JURNAL LENTERA, BANGGAI – Kapal Motor (KM) Tokitoki 01 terbakar di perairan Teluk Lalong, Kecamatan Luwuk, Kabupaten Banggai, Sulawesi Tengah, Rabu pagi, 20 Mei 2026. Peristiwa itu terjadi usai ledakan pada bagian depan kapal.
Akibat insiden tersebut, tiga anak buah kapal (ABK) mengalami luka bakar dan harus mendapatkan perawatan medis.
Peristiwa kebakaran itu terjadi sekitar pukul 07.30 WITA dan sempat menghebohkan warga di sekitar Teluk Lalong. Tim gabungan dari Polres Banggai, Dinas Pemadam Kebakaran, Basarnas, Polairud, serta warga sekitar langsung bergerak melakukan pemadaman.

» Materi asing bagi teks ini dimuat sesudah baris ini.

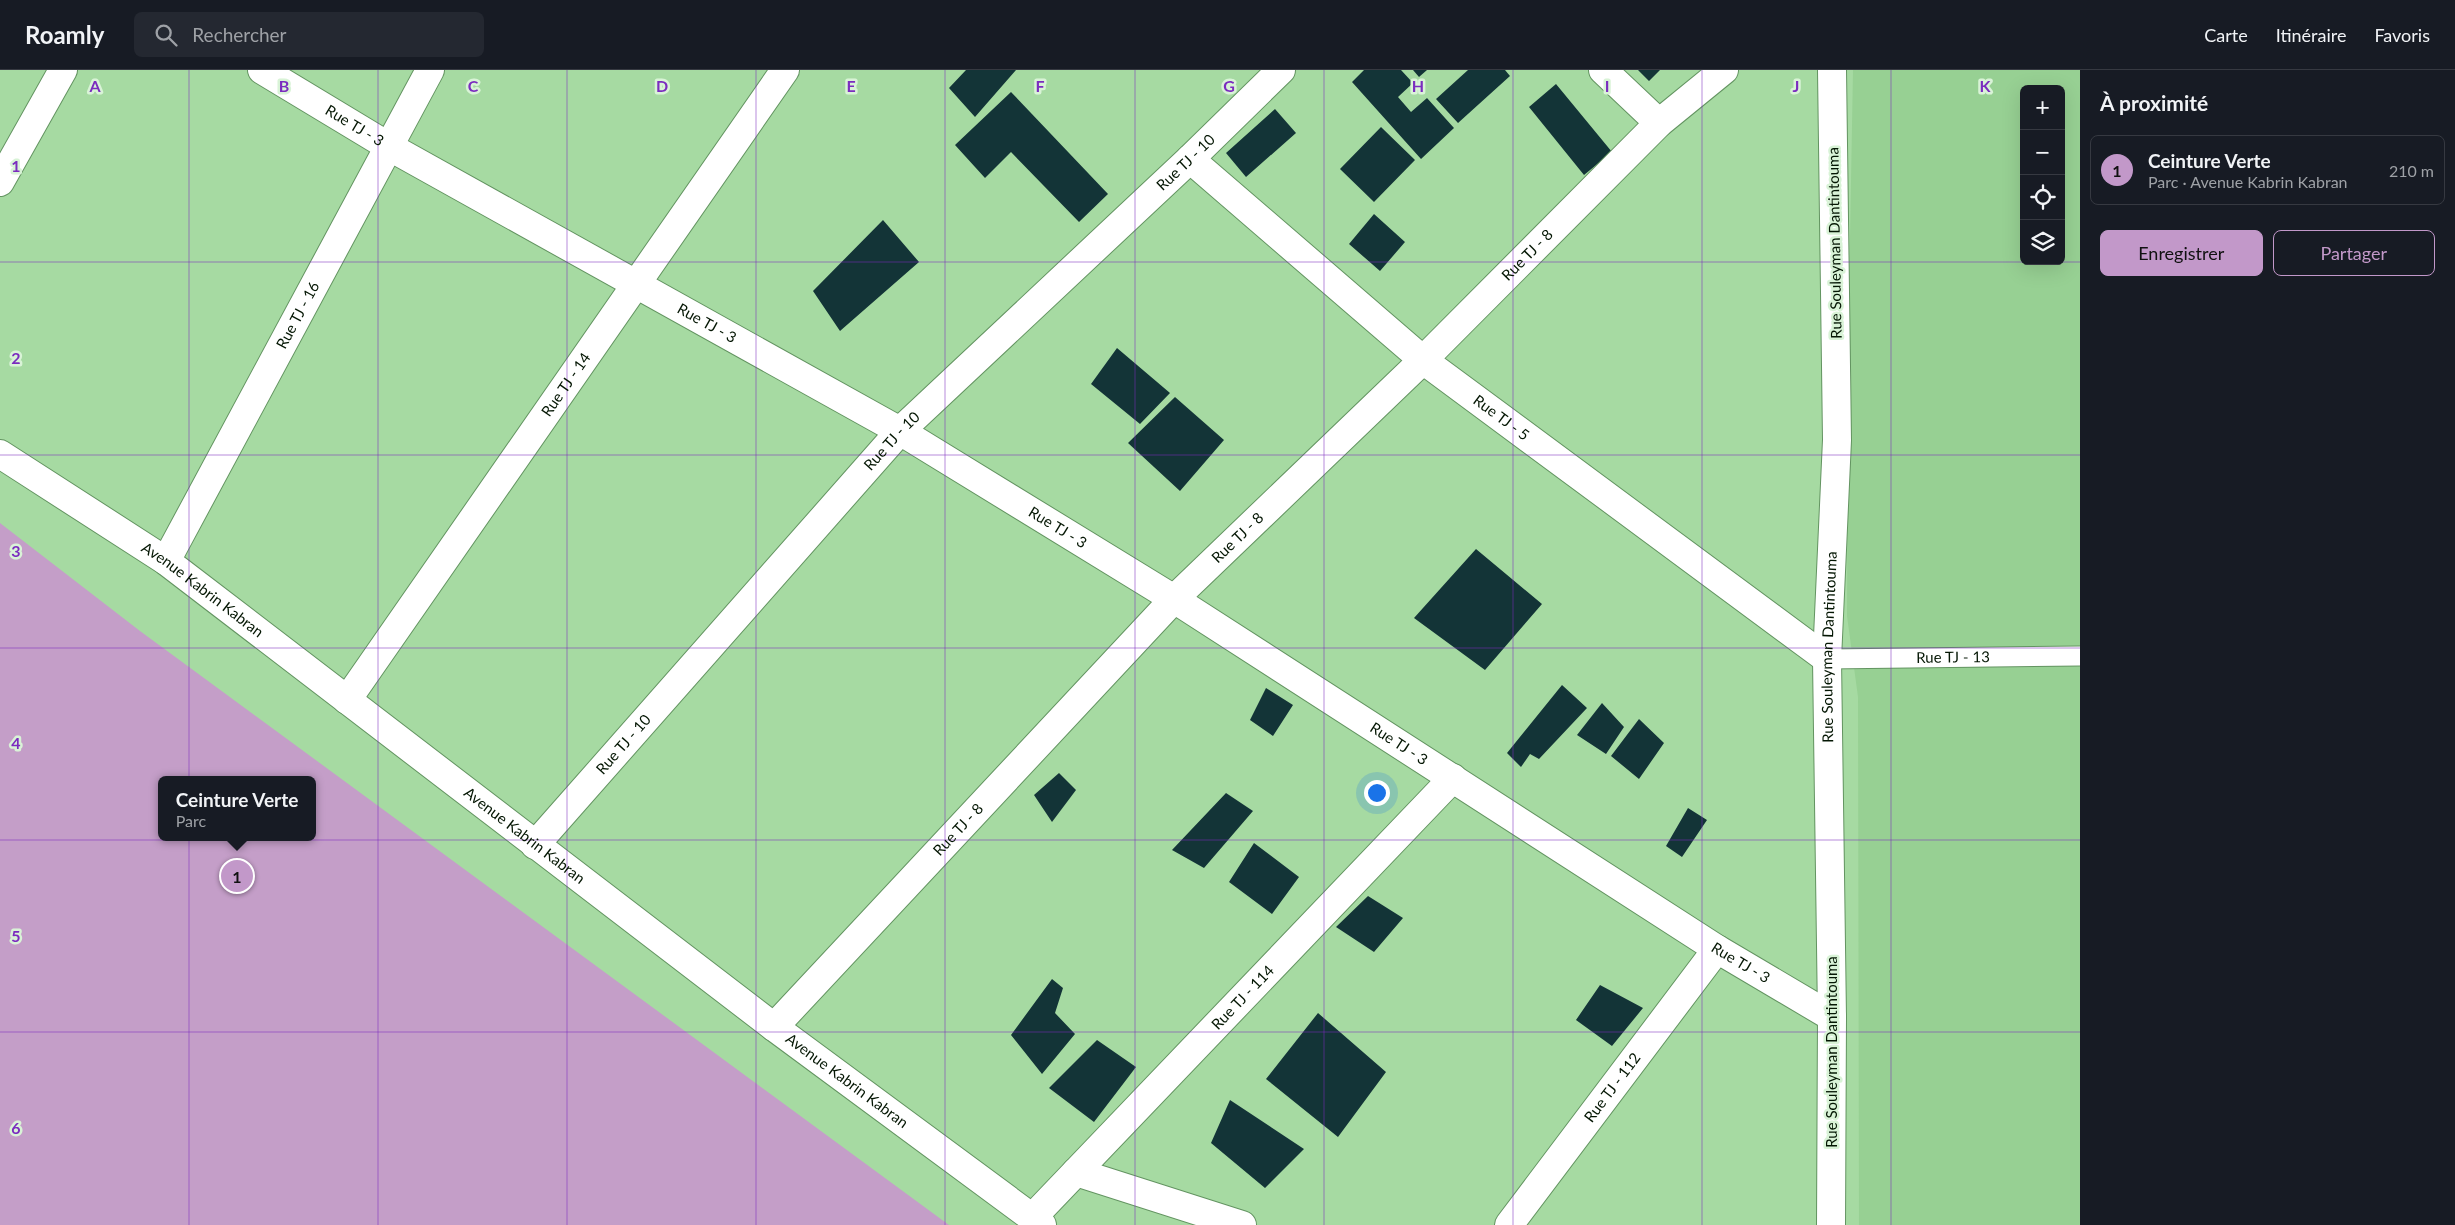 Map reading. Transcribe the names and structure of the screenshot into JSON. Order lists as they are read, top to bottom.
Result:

Kasi Humas Polres Banggai, AKP Saiman, mengatakan api berhasil dipadamkan sekitar 30 menit setelah petugas tiba di lokasi kejadian.

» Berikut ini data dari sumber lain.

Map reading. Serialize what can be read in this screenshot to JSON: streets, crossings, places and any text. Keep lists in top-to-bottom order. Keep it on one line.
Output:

“Kebakaran dapat dipadamkan setengah jam kemudian setelah tiga unit mobil dari Dinas Kebakaran bersama petugas gabungan bahu-membahu di lokasi kejadian,” ujar Saiman.
Berdasarkan hasil keterangan sementara, insiden bermula saat tiga ABK tengah melakukan pembersihan sekaligus persiapan pelayaran menuju Kecamatan Pagimana.
Namun, secara tiba-tiba terjadi ledakan di bagian depan kapal yang memicu percikan api hingga kobaran cepat membesar.
“Tiba-tiba terjadi ledakan di bagian depan kapal. Sehingga menimbulkan percikan api dan membuat ketiga ABK kapal langsung melompat ke laut,” katanya.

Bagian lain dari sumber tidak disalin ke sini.